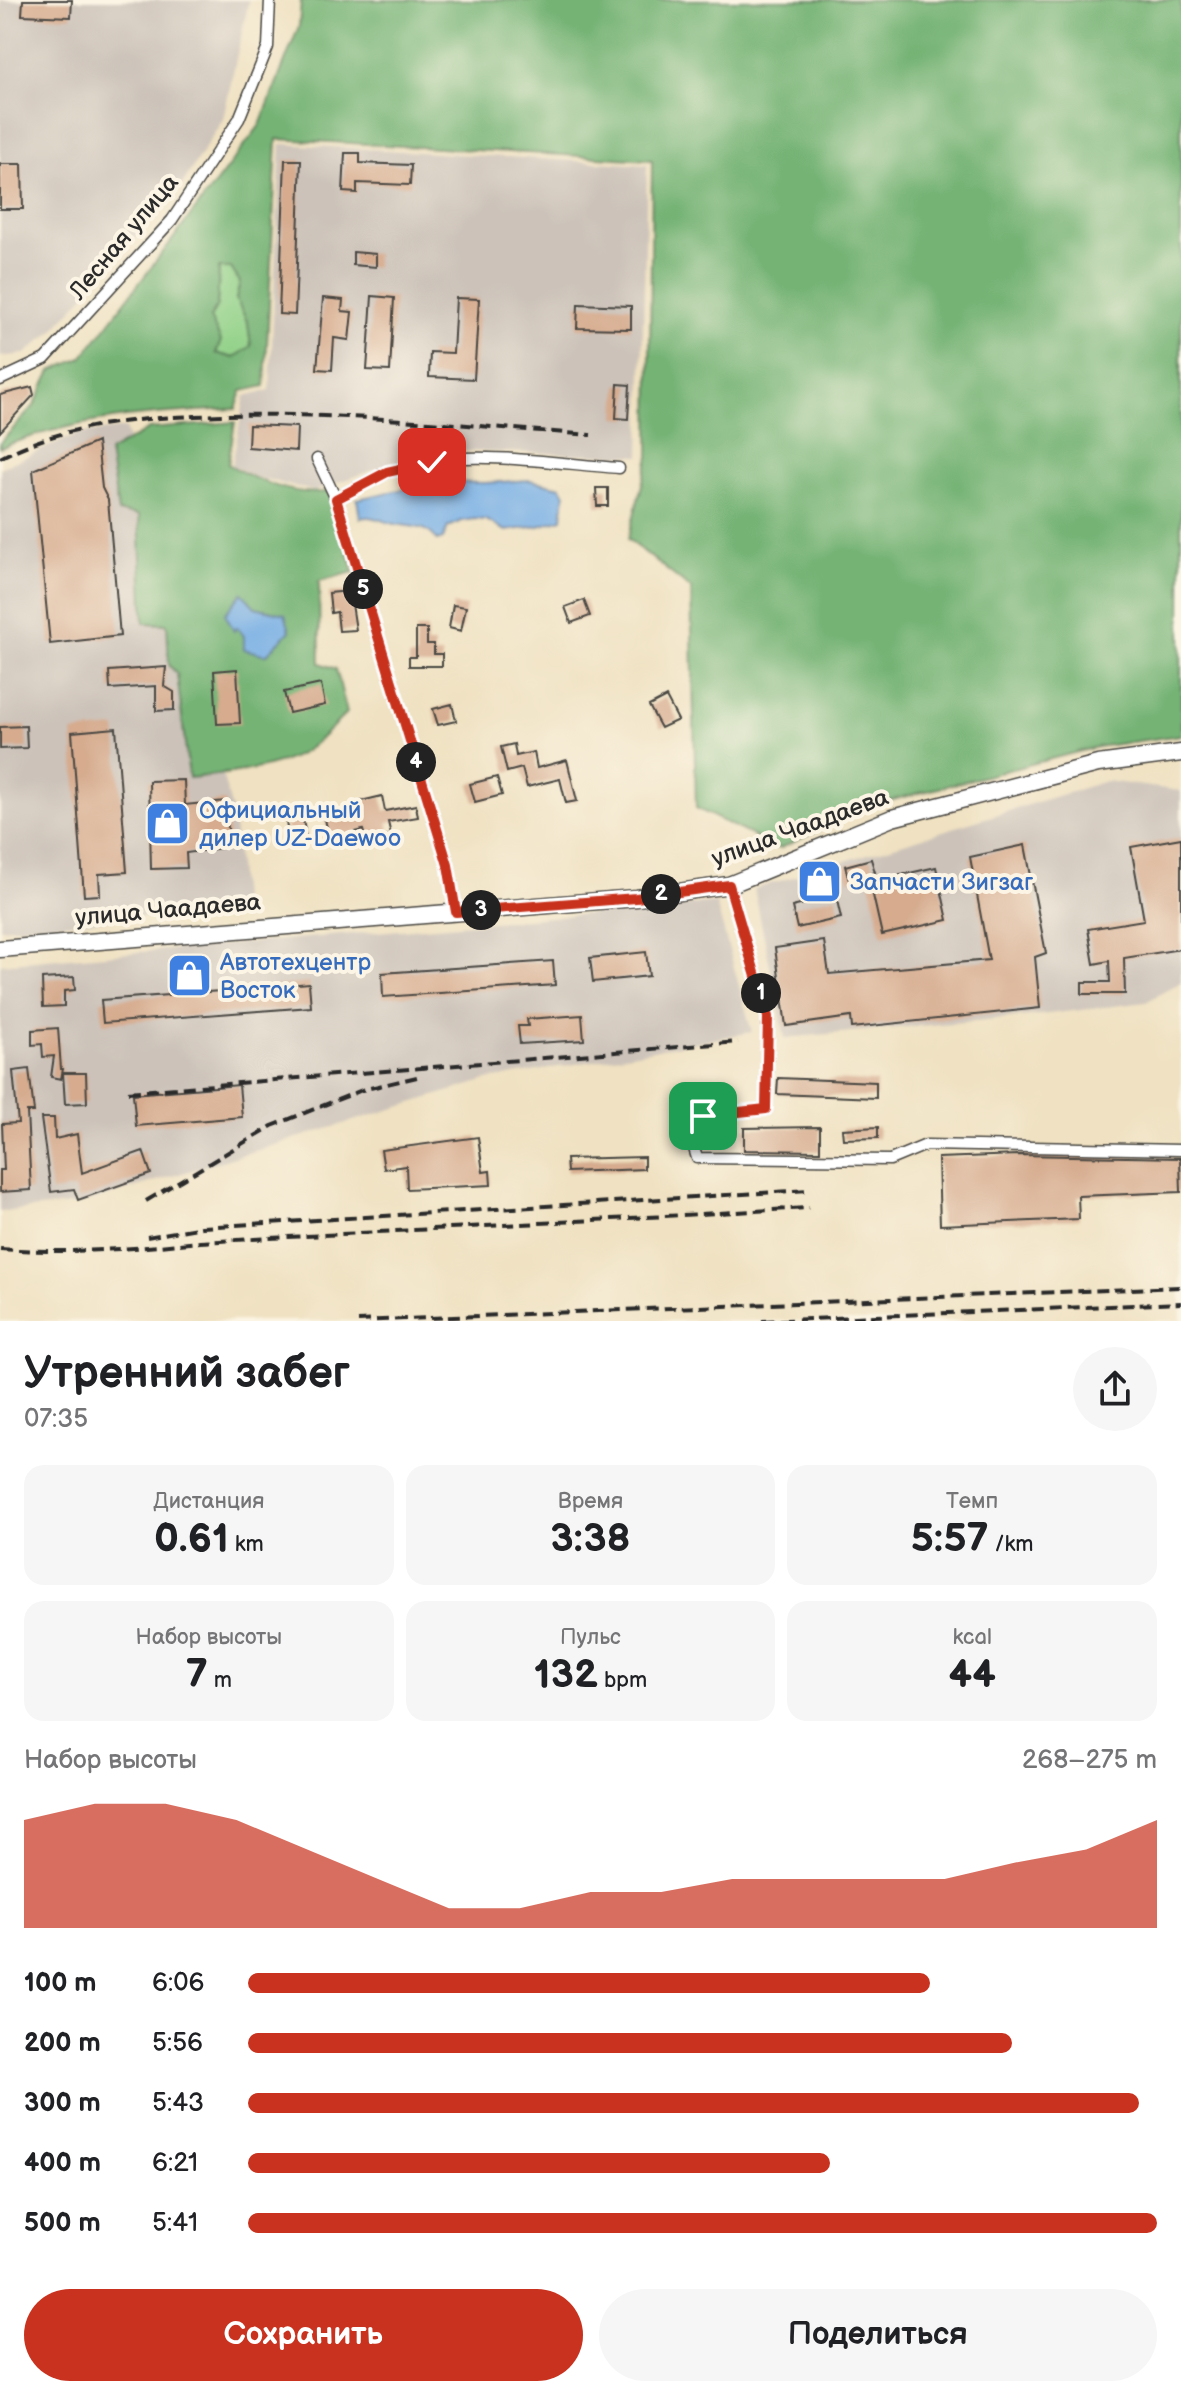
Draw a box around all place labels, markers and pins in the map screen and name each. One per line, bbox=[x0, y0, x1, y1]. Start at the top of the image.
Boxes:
pin bbox=[398, 428, 466, 496]
pin: 5 bbox=[343, 569, 383, 609]
pin: 4 bbox=[396, 742, 436, 782]
place label: Официальный дилер UZ-Daewoo bbox=[199, 796, 401, 853]
shop icon: Официальный дилер UZ-Daewoo bbox=[144, 800, 192, 848]
shop icon: Запчасти Зигзаг bbox=[795, 858, 843, 906]
place label: Запчасти Зигзаг bbox=[850, 868, 1034, 897]
pin: 2 bbox=[641, 874, 681, 914]
pin: 3 bbox=[461, 890, 501, 930]
place label: Автотехцентр Восток bbox=[219, 948, 371, 1005]
shop icon: Автотехцентр Восток bbox=[165, 952, 213, 1000]
pin: 1 bbox=[741, 973, 781, 1013]
pin bbox=[669, 1082, 737, 1150]

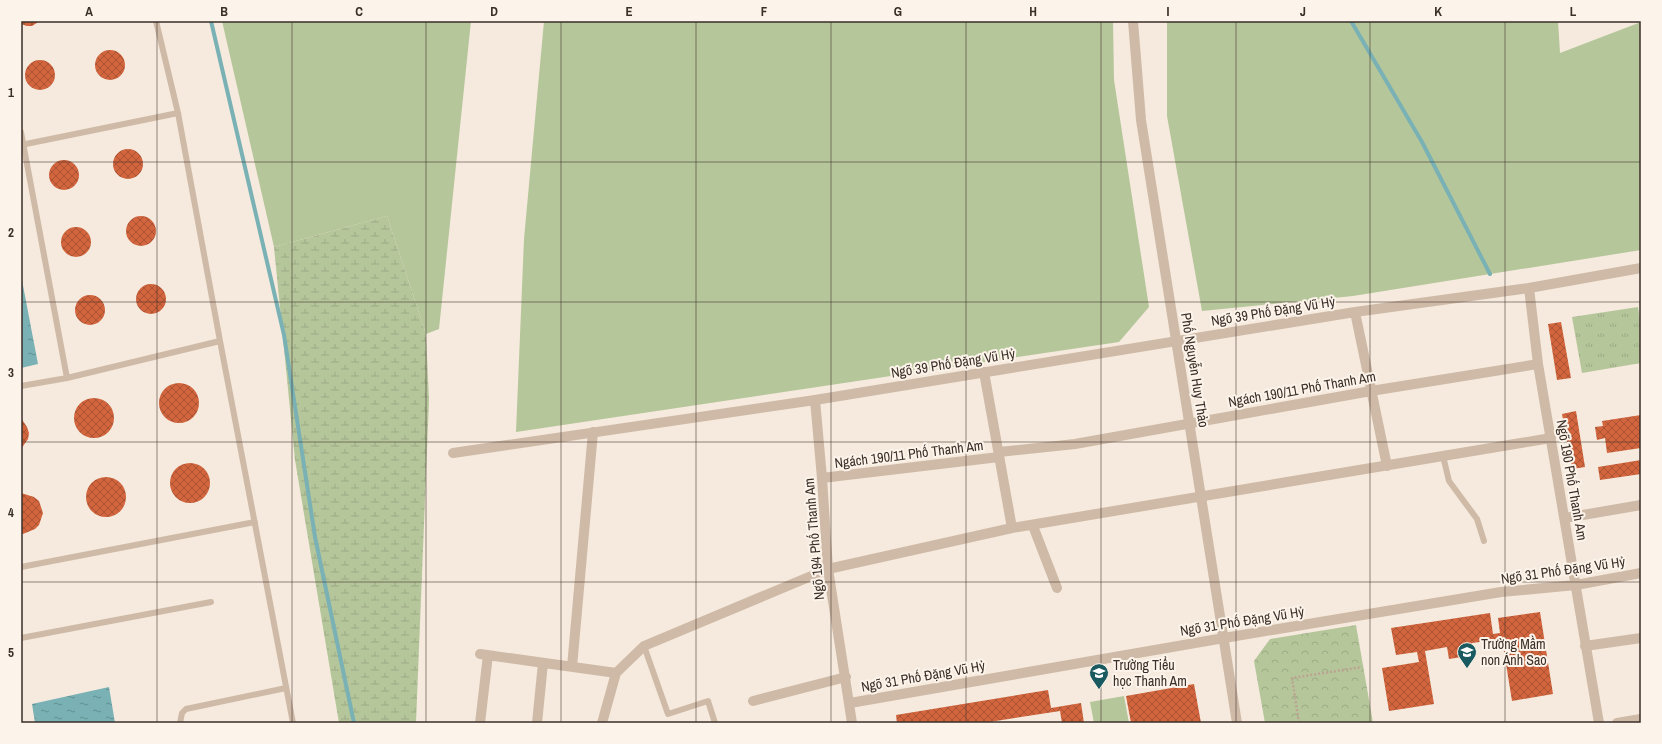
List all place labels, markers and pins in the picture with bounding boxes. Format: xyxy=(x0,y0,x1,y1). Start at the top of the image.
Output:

┄┄┄┄┄┄┄┄┄┄

▶ _PROBLEM REQUIREMENTS_
In the entries above, count every line containing the word "image". Write only the total.

▶ _RESULT FOR THIS TASK_
2